RECORDS FOR THIS EXERCISE =>

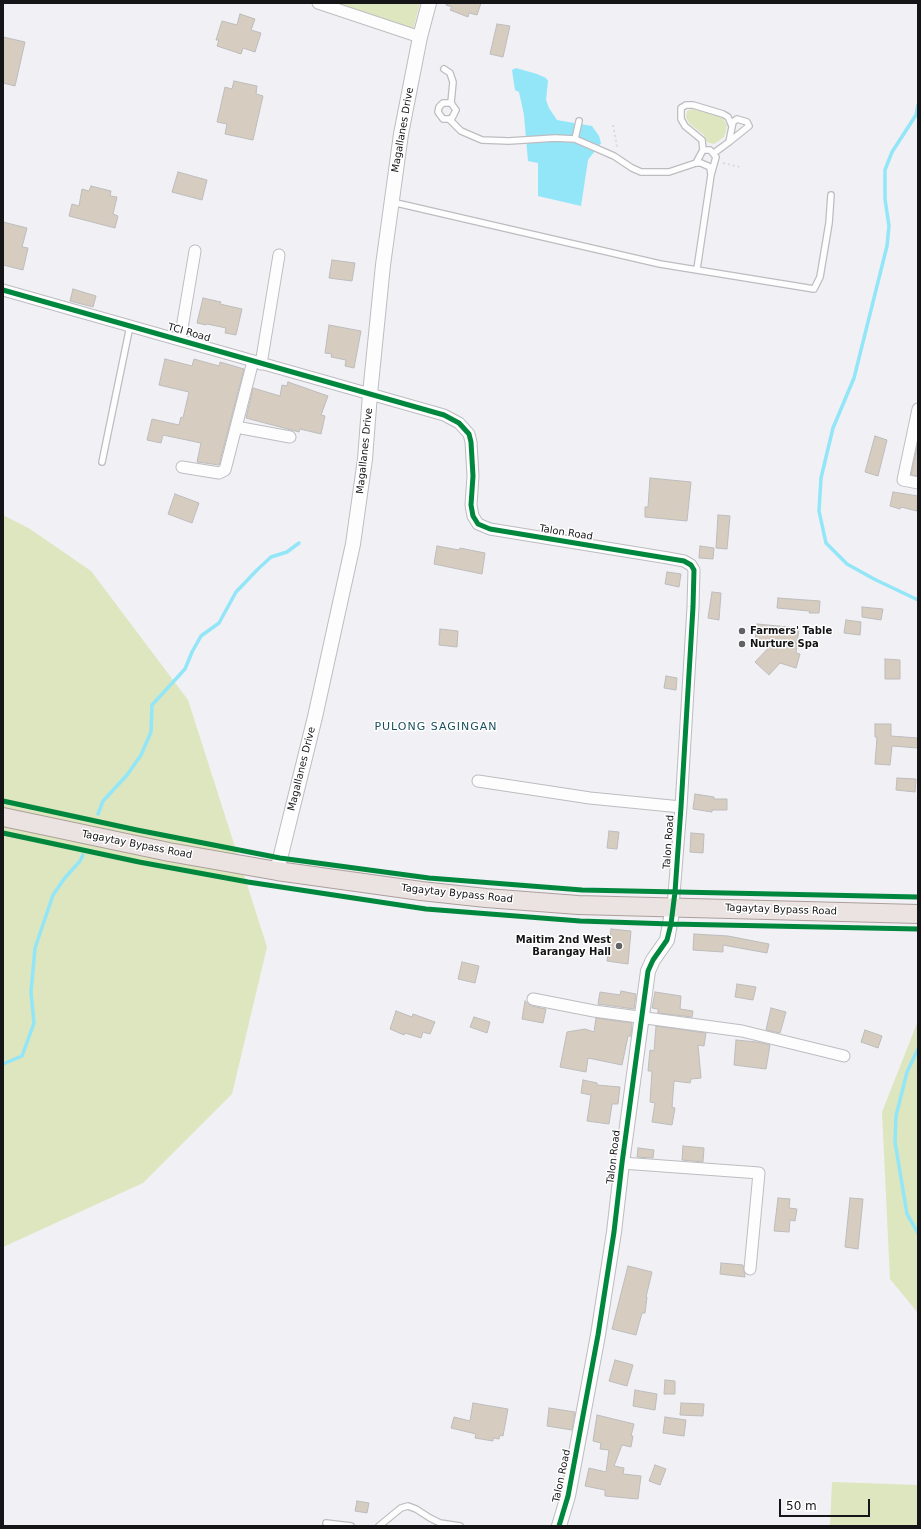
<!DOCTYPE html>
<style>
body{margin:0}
#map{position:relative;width:921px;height:1529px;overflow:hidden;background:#f0f0f5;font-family:"DejaVu Sans",sans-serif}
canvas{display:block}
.frame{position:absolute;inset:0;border:4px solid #151517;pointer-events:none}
.scale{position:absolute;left:779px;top:1499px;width:91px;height:18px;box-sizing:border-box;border:2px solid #151517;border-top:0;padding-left:5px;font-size:12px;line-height:14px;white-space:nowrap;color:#151517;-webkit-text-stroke:3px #fff;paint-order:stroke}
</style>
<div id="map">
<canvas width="921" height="1529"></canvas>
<div class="frame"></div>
<div class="scale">50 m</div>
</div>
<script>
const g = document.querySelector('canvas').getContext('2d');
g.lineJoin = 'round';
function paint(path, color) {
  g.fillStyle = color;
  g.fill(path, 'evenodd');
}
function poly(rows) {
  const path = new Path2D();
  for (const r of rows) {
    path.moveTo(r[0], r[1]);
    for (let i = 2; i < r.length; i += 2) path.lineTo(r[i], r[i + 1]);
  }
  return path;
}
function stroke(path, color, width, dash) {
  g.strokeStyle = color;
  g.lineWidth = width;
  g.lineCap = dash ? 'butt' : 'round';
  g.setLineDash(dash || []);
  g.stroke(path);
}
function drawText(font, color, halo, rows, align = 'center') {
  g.font = font + ' "DejaVu Sans",sans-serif';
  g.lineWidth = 3;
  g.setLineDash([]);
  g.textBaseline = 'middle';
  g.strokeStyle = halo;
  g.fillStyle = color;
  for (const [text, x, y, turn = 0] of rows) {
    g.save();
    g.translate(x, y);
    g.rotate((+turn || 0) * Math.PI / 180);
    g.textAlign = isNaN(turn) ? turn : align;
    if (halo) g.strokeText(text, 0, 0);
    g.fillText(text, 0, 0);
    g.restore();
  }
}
paint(poly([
 [333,3,420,3,413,30],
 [692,109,718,116,723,119,727,125,726,131,724,137,714,144,707,142,704,135,690,124,686,118,687,111],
 [3,515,30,529,91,571,188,700,267,947,232,1094,143,1183,3,1247],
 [918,1021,918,1313,890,1279,882,1112],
 [832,1482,918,1485,918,1526,830,1526]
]), '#dde6be');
paint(poly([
 [516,68,537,74,546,78,548,81,546,100,549,108,557,120,592,126,599,136,601,143,588,160,581,206,538,196,538,163,528,161,524,115,519,92,515,90,512,70]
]), '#92e6f8');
stroke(poly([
 [918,105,916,115,892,152,885,170,885,199,889,226,887,246,854,378,833,428,821,478,819,511,826,543,847,564,874,579,918,600],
 [98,814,103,801,127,775,141,755,151,732,152,705,185,669,192,652,201,636,219,623,236,592,257,570,271,557,287,552,299,543],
 [918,1049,907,1072,896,1116,895,1142,907,1214,918,1233],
 [3,1064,22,1056,34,1023,31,992,35,948,53,895,64,879,80,861,83,855]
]), '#92e6f8', 3.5);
const building = poly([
 [446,3,481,3,477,15,469,13,468,17,450,10,452,7,446,5,446,3],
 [240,14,255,19,251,30,261,33,255,52,243,48,241,54,217,46,219,40,216,40,222,21,237,25,240,14],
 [497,24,510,26,503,57,490,54,497,24],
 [3,37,25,42,15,86,3,83,3,37],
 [234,81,257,86,256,94,263,96,253,140,225,134,227,124,217,122,225,87,232,89,234,81],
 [178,172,207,180,202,200,172,192,178,172],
 [91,186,111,191,110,196,117,197,113,214,118,216,115,228,69,216,72,204,79,206,82,189,89,191,91,186],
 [3,222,27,228,22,247,28,248,23,270,3,265,3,222],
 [332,260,355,263,352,281,329,278,332,260],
 [73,289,96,296,93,307,70,301,73,289],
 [203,298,221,302,220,304,242,309,236,335,225,333,226,328,207,324,206,325,197,323,203,298],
 [329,325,361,331,354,368,345,366,346,360,331,357,332,354,325,353,329,325],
 [165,359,192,366,194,359,219,366,220,362,244,369,219,465,197,462,201,443,163,435,161,443,147,440,152,419,179,425,181,417,183,418,189,392,159,385,165,359],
 [288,382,328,396,321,415,325,416,321,434,300,429,299,432,246,418,253,388,280,396,282,385,287,386,288,382],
 [875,436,887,440,878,476,865,472,875,436],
 [917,447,918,447,918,476,911,475,917,447],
 [650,478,691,482,687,521,645,517,645,507,648,507,650,478],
 [893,492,918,496,917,511,901,507,900,509,890,506,893,492],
 [175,494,199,503,192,523,168,514,175,494],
 [718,515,730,516,727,549,716,548,718,515],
 [437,546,459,550,460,548,485,553,482,574,434,564,437,546],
 [700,546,714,548,713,559,699,558,700,546],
 [667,572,681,574,679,587,665,584,667,572],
 [712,592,721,593,719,620,708,618,712,592],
 [778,598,820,601,819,613,809,613,810,611,777,608,778,598],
 [862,607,883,609,881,620,862,617,862,607],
 [846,620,861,622,860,635,844,633,846,620],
 [757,624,799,628,796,653,800,654,796,668,780,663,769,675,755,662,772,644,755,642,757,624],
 [440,629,458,631,457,647,439,645,440,629],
 [885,659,900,660,900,679,885,679,885,659],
 [666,676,677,678,676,690,664,688,666,676],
 [875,724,891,724,891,736,918,738,918,748,892,746,890,765,875,764,877,737,875,737,875,724],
 [897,778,916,779,915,792,896,790,897,778],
 [695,794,714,797,714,799,727,799,727,810,712,810,712,812,693,809,695,794],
 [609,831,619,832,617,849,607,848,609,831],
 [691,833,704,834,703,853,690,852,691,833],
 [611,929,631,931,628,964,607,961,611,929],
 [694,934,728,936,769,944,767,953,723,945,723,952,693,950,694,934],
 [462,962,479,966,475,983,458,979,462,962],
 [737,984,756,987,753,1000,735,997,737,984],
 [621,991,636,994,634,1009,598,1004,600,992,620,995,621,991],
 [655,992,681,996,680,1009,693,1011,692,1017,658,1013,658,1009,652,1008,655,992],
 [525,1001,531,1006,546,1009,543,1023,522,1019,525,1001],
 [771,1008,786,1012,780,1033,766,1030,771,1008],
 [396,1011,412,1017,413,1014,435,1022,430,1034,423,1032,421,1038,405,1033,404,1035,390,1029,396,1011],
 [474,1017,490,1022,487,1033,470,1027,474,1017],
 [596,1018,632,1023,631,1036,628,1036,622,1065,588,1058,586,1072,560,1067,567,1032,585,1029,594,1032,596,1018],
 [656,1026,706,1033,704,1046,698,1045,701,1078,691,1079,690,1083,674,1081,672,1107,675,1108,672,1125,652,1122,655,1103,650,1102,652,1071,648,1071,650,1050,654,1051,656,1026],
 [865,1030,882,1036,878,1048,861,1042,865,1030],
 [736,1040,757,1042,770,1045,766,1069,734,1065,736,1040],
 [583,1080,597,1083,597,1085,620,1087,618,1104,612,1104,609,1124,587,1121,591,1095,581,1093,583,1080],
 [683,1146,704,1148,703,1162,682,1160,683,1146],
 [638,1148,654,1150,653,1158,637,1157,638,1148],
 [778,1198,790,1199,789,1208,797,1209,795,1221,790,1220,789,1232,774,1231,778,1198],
 [850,1198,863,1199,858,1249,845,1247,850,1198],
 [721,1263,743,1265,745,1277,720,1274,721,1263],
 [628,1266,652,1272,646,1297,647,1297,645,1313,642,1313,636,1335,612,1329,628,1266],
 [615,1360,633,1365,627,1386,609,1381,615,1360],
 [665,1380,675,1381,675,1394,664,1394,665,1380],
 [635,1390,657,1394,655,1410,633,1406,635,1390],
 [473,1403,508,1409,503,1436,500,1435,499,1439,493,1438,493,1441,475,1438,476,1434,451,1428,454,1417,470,1421,473,1403],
 [681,1403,704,1404,703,1416,680,1415,681,1403],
 [549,1408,575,1412,572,1430,547,1426,549,1408],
 [597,1415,634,1424,631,1436,633,1436,631,1447,622,1445,614,1466,624,1468,623,1474,641,1476,638,1499,605,1496,605,1490,585,1486,589,1468,606,1472,609,1450,600,1449,601,1443,593,1441,597,1415],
 [665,1417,686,1420,684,1436,663,1433,665,1417],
 [655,1465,666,1469,660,1485,649,1481,655,1465],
 [357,1501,369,1503,367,1513,355,1511,357,1501]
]);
paint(building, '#d6ccc0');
stroke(building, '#bdbcbd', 1);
const service = poly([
 [444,69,450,73,453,82,451,103,456,110,452,118,449,119,443,119,438,112,439,107,443,103,451,103],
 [449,119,461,131,482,140,509,141,555,138,575,139,614,156,632,168,641,172,669,172,696,163,701,163,710,167,711,175],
 [575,139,579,121],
 [703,150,702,140,685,126,681,119,681,108,686,105,693,105,723,114,728,117,732,126],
 [714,153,729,142,749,126,747,122,737,119,733,122,729,142],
 [696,163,703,150,710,150,716,157,711,175,697,269],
 [392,202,660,264,814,289,820,277,829,223,831,195],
 [102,462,130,326],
 [326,1523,351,1526],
 [379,1526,401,1508,408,1506,416,1509,430,1518,440,1523,460,1526]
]);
const minor = poly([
 [318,3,420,37],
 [3,290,444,415,459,423,469,434,471,442,473,476,471,505,473,516,478,524,490,529,668,558,684,561,691,565,694,570,693,607,681,807,673,907],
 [180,340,195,251],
 [261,364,279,255],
 [918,409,903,480,918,483],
 [236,427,290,437],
 [182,467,219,473,225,470,253,361],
 [478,781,590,798,681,807],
 [533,999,594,1011,742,1031,844,1056],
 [622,1163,759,1173,750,1269]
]);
const tertiary = poly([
 [277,871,315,717,353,544,365,459,370,394,383,265,401,134,420,37,429,3],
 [559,1526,568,1496,598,1335,614,1232,622,1163,648,971,653,960,667,940,673,907]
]);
const primary = poly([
 [3,817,169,852,277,871,421,891,486,898,578,905,918,914]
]);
stroke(service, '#bdbdc0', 8);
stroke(minor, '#bdbdc0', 13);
stroke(tertiary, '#bdbdc0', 16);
stroke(primary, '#ac9f9b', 20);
stroke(poly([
 [613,125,617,147],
 [723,163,740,167]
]), '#dbdbdc', 2, [2, 3]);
stroke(service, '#fdfdfe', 5.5);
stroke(minor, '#fdfdfe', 11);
stroke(tertiary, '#fdfdfe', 14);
stroke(primary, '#ebe3e1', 18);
stroke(poly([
 [3,290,444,415,459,423,469,434,471,442,473,476,471,505,473,516,478,524,490,529,684,561,691,565,694,570,693,607,681,807,675,892,671,924,667,940,653,960,648,971,622,1163,614,1232,598,1335,568,1496,559,1526],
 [3,801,137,830,280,858,429,878,582,890,918,897],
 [3,833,139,862,248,882,426,909,580,921,671,924,918,929]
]), '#00873e', 5);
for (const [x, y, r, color] of [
 [742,631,4,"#626265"],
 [742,644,4,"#626265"],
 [619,946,4,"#626265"]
]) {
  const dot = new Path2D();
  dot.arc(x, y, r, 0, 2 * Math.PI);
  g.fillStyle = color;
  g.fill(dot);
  stroke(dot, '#fff', 1.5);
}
drawText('10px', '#151517', '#fff', [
 ["Magallanes Drive",403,130,-80],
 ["TCI Road",189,333,16],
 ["Magallanes Drive",365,451,-84],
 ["Talon Road",566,533,9],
 ["Magallanes Drive",302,769,-76],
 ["Talon Road",669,842,-86],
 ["Tagaytay Bypass Road",137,845,11],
 ["Tagaytay Bypass Road",457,894,6],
 ["Tagaytay Bypass Road",781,910,2],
 ["Talon Road",614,1157,-83],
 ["Talon Road",562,1476,-78]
]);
drawText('bold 10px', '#151517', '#fff', [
 ["Farmers' Table",750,631],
 ["Nurture Spa",750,644],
 ["Maitim 2nd West",611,940,"right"],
 ["Barangay Hall",611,952,"right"]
], 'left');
g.letterSpacing = '1px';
drawText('11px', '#1a4f5e', '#fff', [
 ["PULONG SAGINGAN",436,727]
]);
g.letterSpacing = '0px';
</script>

EXERCISE PROMPT => Please filter the data down to the lines containing the word "function".

REPLY =>
function paint(path, color) {
function poly(rows) {
function stroke(path, color, width, dash) {
function drawText(font, color, halo, rows, align = 'center') {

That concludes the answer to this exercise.